Quedaron en verse unos minutos después para desayunar juntos. Virginia no podía creer lo que estaba ocurriendo en aquel momento, no es que en realidad hubiera pasado algo extraordinario, apenas se habían besado, pero lo que sentía cada vez que él la tocaba era algo que hacía muchos años no experimentaba. Su corazón latía como el de una quinceañera entusiasmada con su primer amor y parecía insensato hasta para ella, una empedernida romántica que guardaba un ejemplar en capa dura de Orgullo y Prejuicio en su mesita de noche.

Aprovechó para escribir un mensaje a su hija Noelia, que pasaba las vacaciones en Sídney, Australia, con su padre y abuelos paternos. Estar lejos de ella por todo un mes al principio le resultó una agonía, pero era consciente de que no tenía derecho a anteponer sus intereses a los de su hija y Dios sabía que su exmarido ya sufría bastante con no poder estar con la niña todo el tiempo.
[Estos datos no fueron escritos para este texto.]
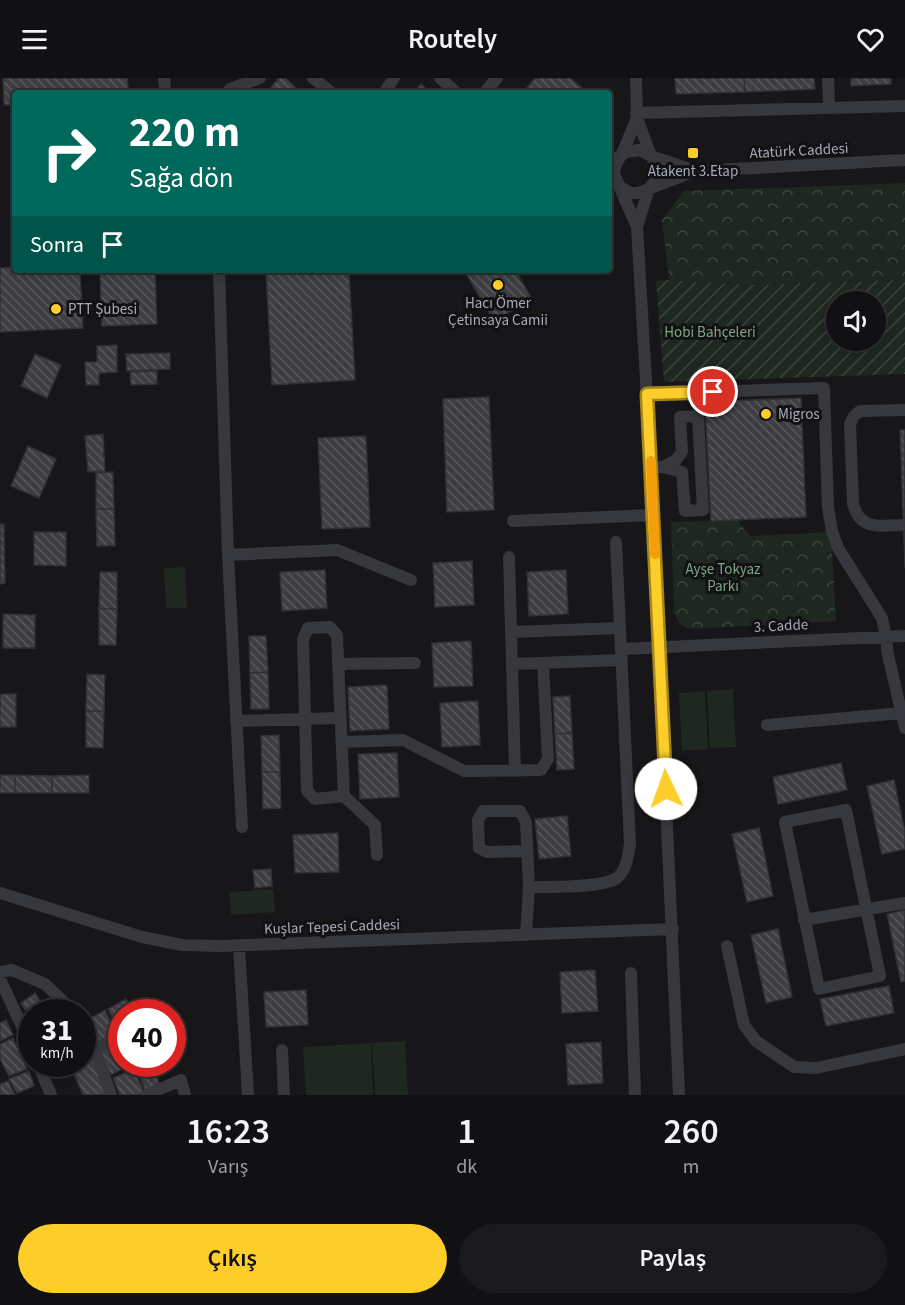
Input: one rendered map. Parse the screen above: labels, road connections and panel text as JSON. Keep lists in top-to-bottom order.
{
  "streets": {
    "street": ["Atatürk Caddesi", "3. Cadde", "Kuşlar Tepesi Caddesi"]
  },
  "parks": ["Hobi Bahçeleri", "Ayşe Tokyaz Parkı"],
  "places": {
    "transit": ["Atakent 3.Etap"],
    "other": ["Hacı Ömer Çetinsaya Camii", "PTT Şubesi", "Migros"]
  },
  "page": {
    "header": "Routely",
    "turn": ["220 m", "Sağa dön"],
    "then": "Sonra",
    "speed": "31 km/h",
    "limit": "40",
    "eta": [
      "16:23",
      "Varış",
      "1",
      "dk",
      "260",
      "m"
    ],
    "buttons": ["Çıkış", "Paylaş"]
  }
}
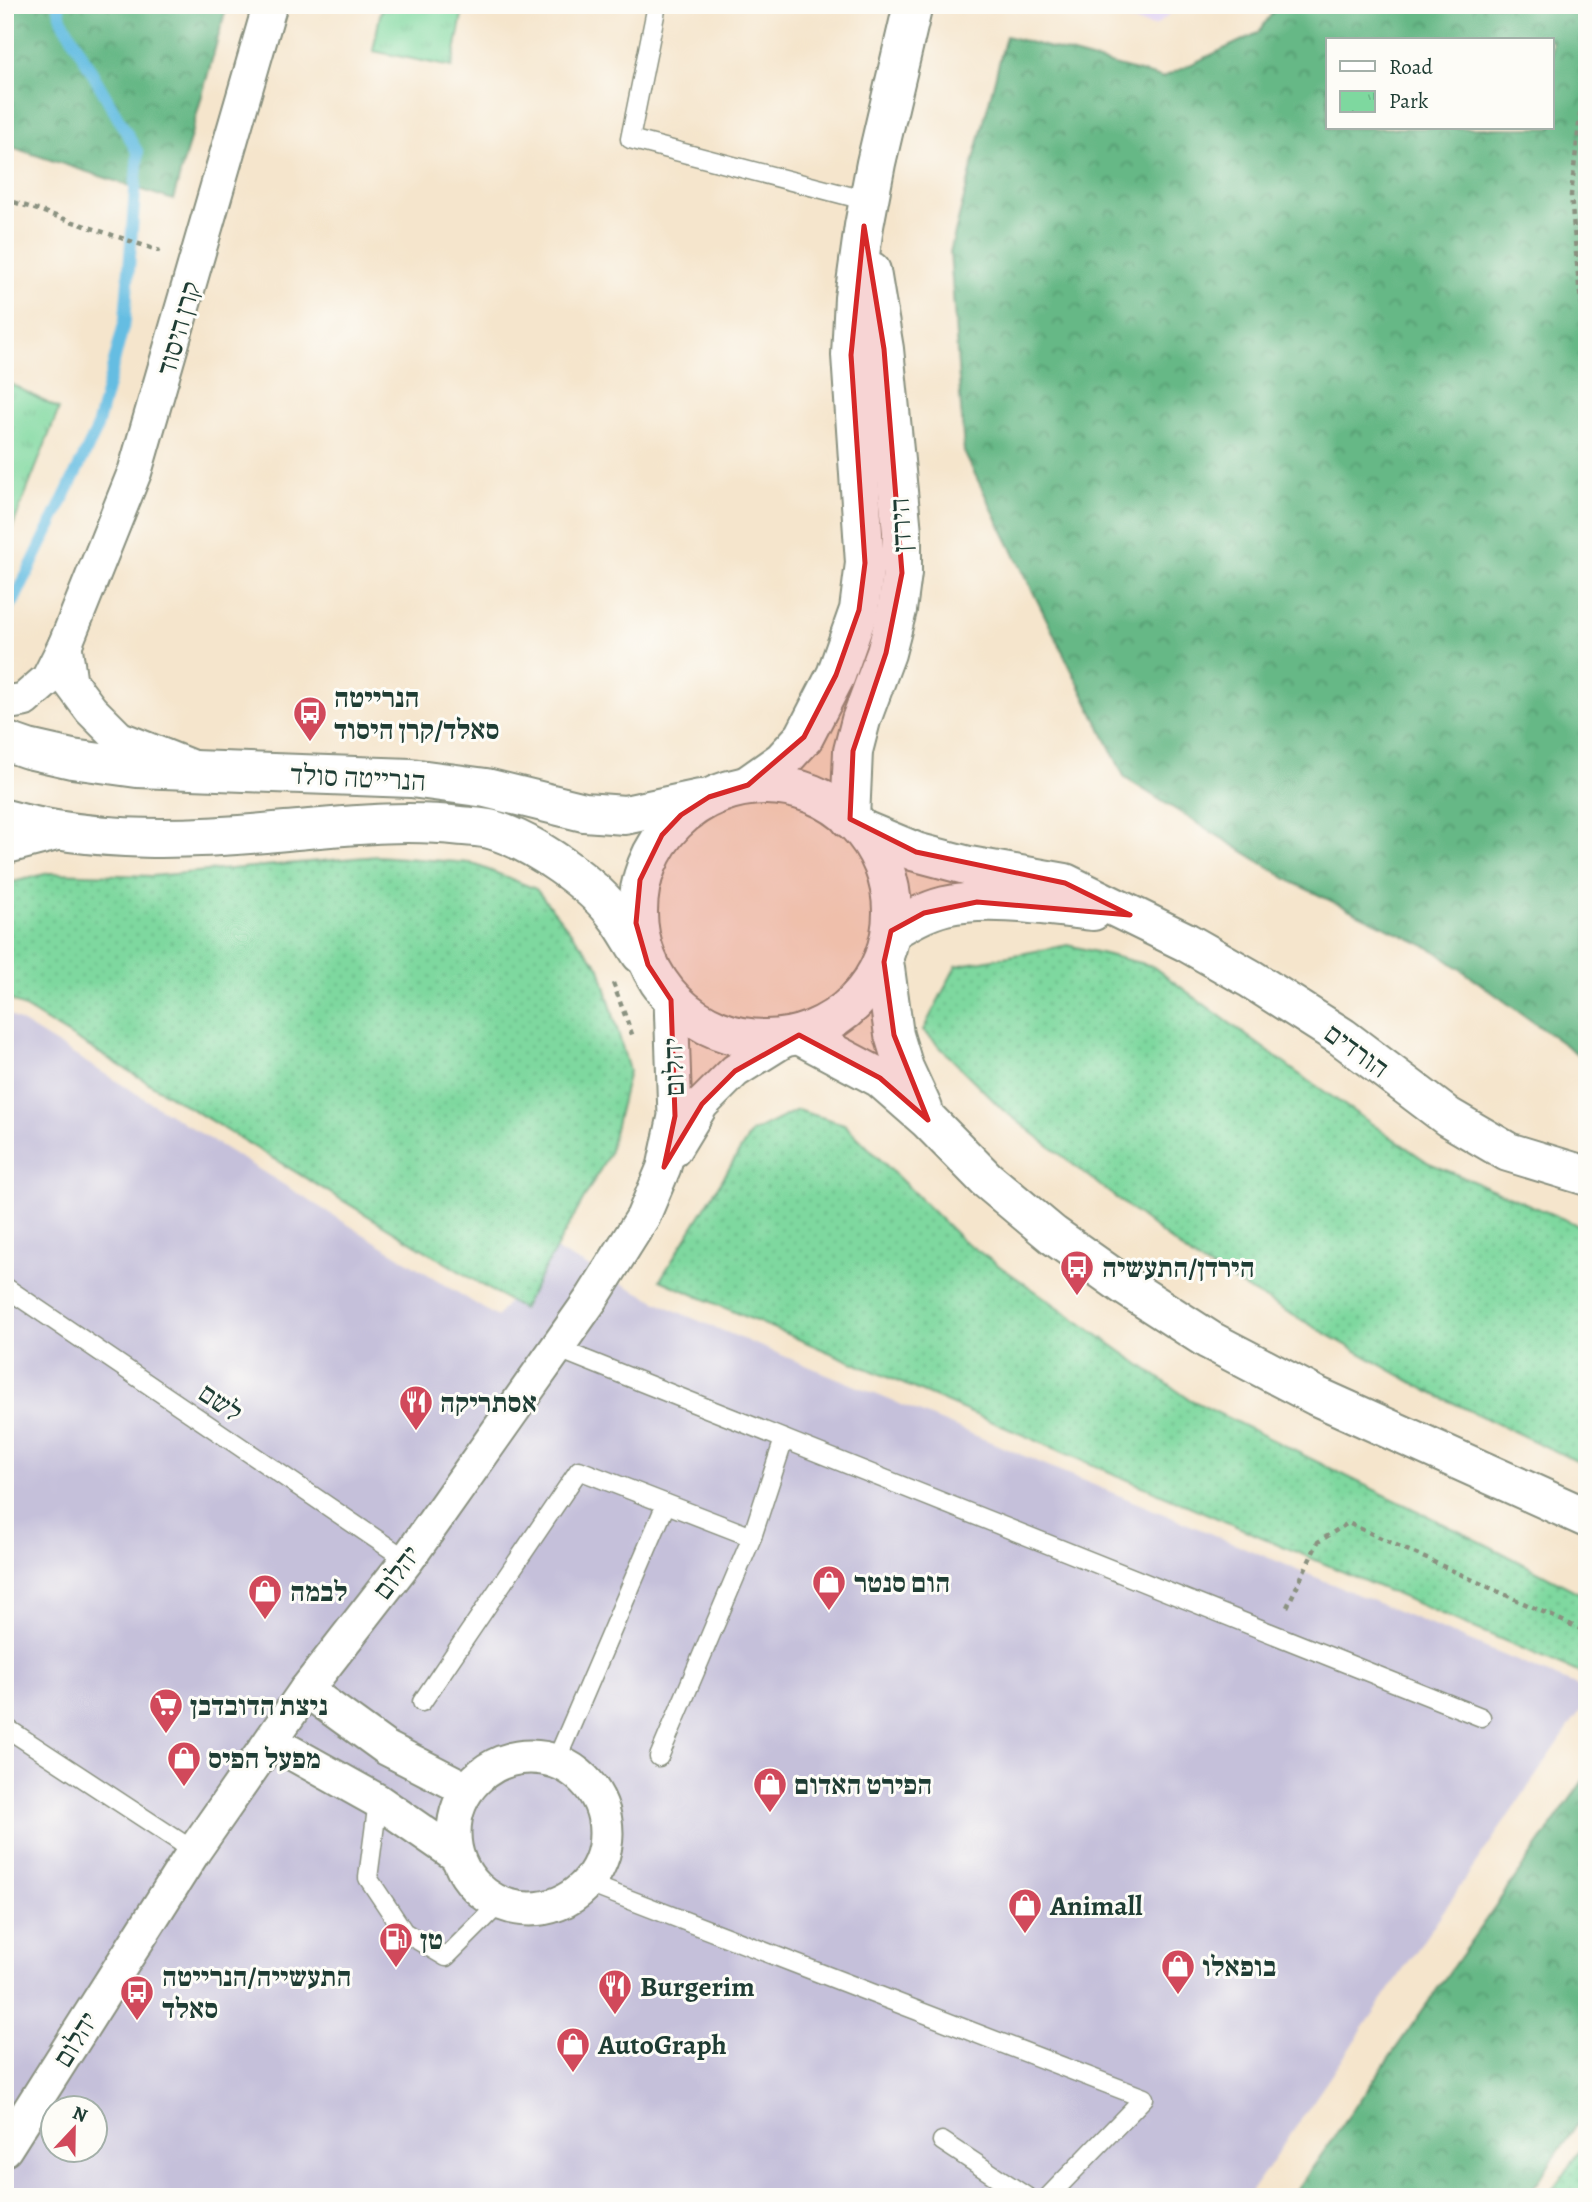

Su matrimonio duró casi cuatro años, Noelia tenía dos cuando Virginia decidió poner fin a la relación, ahora la niña tenía cuatro. Nunca quiso irse a vivir a Sídney con el padre de su hija; no era parte del trato. Tal vez nunca lo amó lo suficiente como para dejarlo todo por él, que la amaba demasiado y sí había dejado su familia y su país por ella. Noah era el representante de una universidad australiana que auspiciaba un programa de becas. Pasaba al menos la mitad del año trabajando con las solicitudes, evaluaciones y entrevistas de los candidatos. En ocasiones impartía charlas motivacionales a los estudiantes de la universidad local que fungía como socio estratégico. Así se conocieron. Virginia acompañaba a Iveth a una de las charlas, pues se había divorciado hacía poco y estaba deseosa de alejarse de todo y de todos. A unas semanas de finalizar la maestría en negocios que cursaban juntas, vieron el anuncio de la charla y entraron a oírla.